Exercise
Reproduce, word for word, every line starting at the line that contains "M1123,781L1139,784L1135,807L1120,805Z" and ending with the final line of the entries.
___ Data for the task ___
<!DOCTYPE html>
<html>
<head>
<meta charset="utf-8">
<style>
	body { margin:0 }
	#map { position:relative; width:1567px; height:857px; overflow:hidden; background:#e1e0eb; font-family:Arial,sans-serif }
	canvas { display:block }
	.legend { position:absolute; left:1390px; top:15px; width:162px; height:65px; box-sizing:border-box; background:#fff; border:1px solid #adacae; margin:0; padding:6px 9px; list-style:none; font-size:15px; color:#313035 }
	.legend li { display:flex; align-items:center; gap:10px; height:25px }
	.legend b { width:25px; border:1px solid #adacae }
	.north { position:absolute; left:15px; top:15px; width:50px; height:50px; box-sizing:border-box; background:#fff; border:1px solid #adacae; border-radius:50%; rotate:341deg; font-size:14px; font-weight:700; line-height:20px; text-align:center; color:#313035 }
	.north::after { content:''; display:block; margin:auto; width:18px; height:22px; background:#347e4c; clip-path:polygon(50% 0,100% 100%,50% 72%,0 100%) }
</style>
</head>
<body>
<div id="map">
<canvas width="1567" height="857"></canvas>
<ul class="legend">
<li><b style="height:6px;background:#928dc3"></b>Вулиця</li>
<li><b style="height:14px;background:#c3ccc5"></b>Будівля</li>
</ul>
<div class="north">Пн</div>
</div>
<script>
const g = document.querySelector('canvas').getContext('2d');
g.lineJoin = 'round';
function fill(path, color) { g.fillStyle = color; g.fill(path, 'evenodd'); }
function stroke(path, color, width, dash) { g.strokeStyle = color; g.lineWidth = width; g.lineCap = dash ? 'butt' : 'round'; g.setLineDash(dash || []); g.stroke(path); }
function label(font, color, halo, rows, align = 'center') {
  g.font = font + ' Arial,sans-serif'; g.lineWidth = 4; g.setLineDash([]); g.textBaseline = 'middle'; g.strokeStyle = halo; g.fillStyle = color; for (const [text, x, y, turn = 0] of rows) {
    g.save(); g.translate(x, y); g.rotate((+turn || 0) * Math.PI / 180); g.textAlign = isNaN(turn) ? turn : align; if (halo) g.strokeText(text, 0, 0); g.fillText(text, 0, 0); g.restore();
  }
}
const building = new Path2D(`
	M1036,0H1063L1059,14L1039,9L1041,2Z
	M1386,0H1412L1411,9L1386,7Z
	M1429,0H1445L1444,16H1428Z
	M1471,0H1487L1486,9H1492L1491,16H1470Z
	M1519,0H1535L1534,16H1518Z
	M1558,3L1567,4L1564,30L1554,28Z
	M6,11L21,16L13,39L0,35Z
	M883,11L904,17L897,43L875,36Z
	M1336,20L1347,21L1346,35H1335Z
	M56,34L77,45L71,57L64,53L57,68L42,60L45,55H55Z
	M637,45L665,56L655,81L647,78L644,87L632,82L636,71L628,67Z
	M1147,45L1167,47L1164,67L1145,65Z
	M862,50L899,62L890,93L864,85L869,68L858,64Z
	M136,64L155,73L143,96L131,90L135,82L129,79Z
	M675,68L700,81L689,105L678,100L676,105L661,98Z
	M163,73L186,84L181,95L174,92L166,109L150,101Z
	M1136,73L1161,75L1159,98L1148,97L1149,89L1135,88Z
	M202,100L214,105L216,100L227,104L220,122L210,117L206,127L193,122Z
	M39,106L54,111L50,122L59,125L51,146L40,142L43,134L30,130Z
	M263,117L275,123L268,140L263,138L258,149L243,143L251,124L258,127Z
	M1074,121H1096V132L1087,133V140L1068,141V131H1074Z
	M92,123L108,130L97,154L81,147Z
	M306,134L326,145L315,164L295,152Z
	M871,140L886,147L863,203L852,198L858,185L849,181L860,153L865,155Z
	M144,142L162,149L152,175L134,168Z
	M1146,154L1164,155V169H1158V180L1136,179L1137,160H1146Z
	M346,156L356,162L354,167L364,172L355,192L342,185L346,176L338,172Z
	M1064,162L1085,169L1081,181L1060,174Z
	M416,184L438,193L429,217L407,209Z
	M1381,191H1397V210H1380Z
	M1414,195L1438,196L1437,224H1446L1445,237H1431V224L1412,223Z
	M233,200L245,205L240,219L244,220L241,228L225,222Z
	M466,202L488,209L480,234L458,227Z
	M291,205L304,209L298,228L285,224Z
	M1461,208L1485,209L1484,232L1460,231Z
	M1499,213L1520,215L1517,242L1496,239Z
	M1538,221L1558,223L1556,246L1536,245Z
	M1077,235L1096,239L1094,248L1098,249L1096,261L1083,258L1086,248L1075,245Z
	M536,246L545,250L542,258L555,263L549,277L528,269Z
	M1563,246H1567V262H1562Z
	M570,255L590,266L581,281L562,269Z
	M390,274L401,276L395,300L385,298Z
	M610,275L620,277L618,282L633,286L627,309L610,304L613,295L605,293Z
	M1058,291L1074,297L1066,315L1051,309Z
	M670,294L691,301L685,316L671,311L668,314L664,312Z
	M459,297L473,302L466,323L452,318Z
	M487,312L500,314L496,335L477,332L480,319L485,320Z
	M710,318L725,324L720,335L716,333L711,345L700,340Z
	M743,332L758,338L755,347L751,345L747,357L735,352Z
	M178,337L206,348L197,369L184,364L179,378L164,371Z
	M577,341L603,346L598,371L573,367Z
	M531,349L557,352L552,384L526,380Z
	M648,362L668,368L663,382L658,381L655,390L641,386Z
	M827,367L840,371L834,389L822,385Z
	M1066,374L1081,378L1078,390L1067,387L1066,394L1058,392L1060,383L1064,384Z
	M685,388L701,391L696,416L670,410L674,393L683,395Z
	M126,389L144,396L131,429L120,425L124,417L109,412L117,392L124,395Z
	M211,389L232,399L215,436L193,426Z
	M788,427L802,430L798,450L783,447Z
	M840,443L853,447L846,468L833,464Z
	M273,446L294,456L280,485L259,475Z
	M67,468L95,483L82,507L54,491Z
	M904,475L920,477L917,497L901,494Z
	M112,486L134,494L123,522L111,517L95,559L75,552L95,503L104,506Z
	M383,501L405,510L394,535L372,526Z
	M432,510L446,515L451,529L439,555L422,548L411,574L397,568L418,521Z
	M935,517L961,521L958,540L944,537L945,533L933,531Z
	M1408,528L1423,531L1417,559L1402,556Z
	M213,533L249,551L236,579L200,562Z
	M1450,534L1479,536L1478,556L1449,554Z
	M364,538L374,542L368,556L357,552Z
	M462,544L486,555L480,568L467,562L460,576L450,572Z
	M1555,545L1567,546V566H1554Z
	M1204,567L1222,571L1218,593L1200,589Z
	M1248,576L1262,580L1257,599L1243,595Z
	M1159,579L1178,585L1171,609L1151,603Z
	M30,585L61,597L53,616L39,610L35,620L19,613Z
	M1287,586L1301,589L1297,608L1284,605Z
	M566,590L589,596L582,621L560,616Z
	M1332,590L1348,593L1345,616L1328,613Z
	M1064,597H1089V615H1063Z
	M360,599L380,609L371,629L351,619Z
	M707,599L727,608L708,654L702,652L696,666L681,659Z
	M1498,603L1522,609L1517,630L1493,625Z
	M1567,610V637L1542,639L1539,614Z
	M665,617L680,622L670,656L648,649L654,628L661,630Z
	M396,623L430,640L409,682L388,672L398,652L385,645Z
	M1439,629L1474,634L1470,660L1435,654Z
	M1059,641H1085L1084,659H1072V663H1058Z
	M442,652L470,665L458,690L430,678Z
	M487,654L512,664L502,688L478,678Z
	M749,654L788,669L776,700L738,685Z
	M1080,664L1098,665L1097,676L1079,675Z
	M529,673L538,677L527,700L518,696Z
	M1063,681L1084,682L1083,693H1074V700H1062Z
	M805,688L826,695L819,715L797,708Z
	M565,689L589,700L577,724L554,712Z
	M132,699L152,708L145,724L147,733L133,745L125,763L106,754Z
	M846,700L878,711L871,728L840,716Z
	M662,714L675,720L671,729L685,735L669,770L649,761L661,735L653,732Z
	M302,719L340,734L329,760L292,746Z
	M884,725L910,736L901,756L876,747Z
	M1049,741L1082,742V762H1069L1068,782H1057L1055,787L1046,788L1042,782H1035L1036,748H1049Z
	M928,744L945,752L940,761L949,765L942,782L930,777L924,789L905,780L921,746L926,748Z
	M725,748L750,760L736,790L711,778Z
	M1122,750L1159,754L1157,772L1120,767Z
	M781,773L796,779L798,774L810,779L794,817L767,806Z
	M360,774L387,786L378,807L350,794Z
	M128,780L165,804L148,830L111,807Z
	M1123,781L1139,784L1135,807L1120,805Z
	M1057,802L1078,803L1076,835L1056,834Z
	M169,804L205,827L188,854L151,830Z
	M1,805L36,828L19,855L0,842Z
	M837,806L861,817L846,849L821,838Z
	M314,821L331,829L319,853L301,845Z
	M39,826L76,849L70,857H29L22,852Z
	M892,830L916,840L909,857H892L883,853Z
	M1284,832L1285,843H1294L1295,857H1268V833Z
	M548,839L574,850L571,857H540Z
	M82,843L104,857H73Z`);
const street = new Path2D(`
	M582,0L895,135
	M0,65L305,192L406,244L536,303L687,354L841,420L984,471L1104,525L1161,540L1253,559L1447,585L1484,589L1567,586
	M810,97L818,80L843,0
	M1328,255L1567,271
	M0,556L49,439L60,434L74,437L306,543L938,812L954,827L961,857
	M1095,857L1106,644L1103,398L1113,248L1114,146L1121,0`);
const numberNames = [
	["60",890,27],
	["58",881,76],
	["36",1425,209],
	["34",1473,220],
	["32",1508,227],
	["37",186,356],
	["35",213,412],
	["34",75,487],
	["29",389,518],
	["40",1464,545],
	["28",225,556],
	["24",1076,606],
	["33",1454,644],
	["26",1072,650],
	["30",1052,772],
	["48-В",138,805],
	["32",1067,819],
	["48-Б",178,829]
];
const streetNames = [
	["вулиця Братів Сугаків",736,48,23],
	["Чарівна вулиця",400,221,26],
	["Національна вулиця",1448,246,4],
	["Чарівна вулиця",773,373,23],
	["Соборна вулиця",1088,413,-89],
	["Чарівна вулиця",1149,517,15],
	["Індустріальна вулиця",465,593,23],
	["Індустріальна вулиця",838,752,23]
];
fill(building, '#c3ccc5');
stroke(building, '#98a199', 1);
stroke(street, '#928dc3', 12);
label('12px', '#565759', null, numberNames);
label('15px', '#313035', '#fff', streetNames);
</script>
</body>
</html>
___
Reply to the task
	M1123,781L1139,784L1135,807L1120,805Z
	M1057,802L1078,803L1076,835L1056,834Z
	M169,804L205,827L188,854L151,830Z
	M1,805L36,828L19,855L0,842Z
	M837,806L861,817L846,849L821,838Z
	M314,821L331,829L319,853L301,845Z
	M39,826L76,849L70,857H29L22,852Z
	M892,830L916,840L909,857H892L883,853Z
	M1284,832L1285,843H1294L1295,857H1268V833Z
	M548,839L574,850L571,857H540Z
	M82,843L104,857H73Z`);
const street = new Path2D(`
	M582,0L895,135
	M0,65L305,192L406,244L536,303L687,354L841,420L984,471L1104,525L1161,540L1253,559L1447,585L1484,589L1567,586
	M810,97L818,80L843,0
	M1328,255L1567,271
	M0,556L49,439L60,434L74,437L306,543L938,812L954,827L961,857
	M1095,857L1106,644L1103,398L1113,248L1114,146L1121,0`);
const numberNames = [
	["60",890,27],
	["58",881,76],
	["36",1425,209],
	["34",1473,220],
	["32",1508,227],
	["37",186,356],
	["35",213,412],
	["34",75,487],
	["29",389,518],
	["40",1464,545],
	["28",225,556],
	["24",1076,606],
	["33",1454,644],
	["26",1072,650],
	["30",1052,772],
	["48-В",138,805],
	["32",1067,819],
	["48-Б",178,829]
];
const streetNames = [
	["вулиця Братів Сугаків",736,48,23],
	["Чарівна вулиця",400,221,26],
	["Національна вулиця",1448,246,4],
	["Чарівна вулиця",773,373,23],
	["Соборна вулиця",1088,413,-89],
	["Чарівна вулиця",1149,517,15],
	["Індустріальна вулиця",465,593,23],
	["Індустріальна вулиця",838,752,23]
];
fill(building, '#c3ccc5');
stroke(building, '#98a199', 1);
stroke(street, '#928dc3', 12);
label('12px', '#565759', null, numberNames);
label('15px', '#313035', '#fff', streetNames);
</script>
</body>
</html>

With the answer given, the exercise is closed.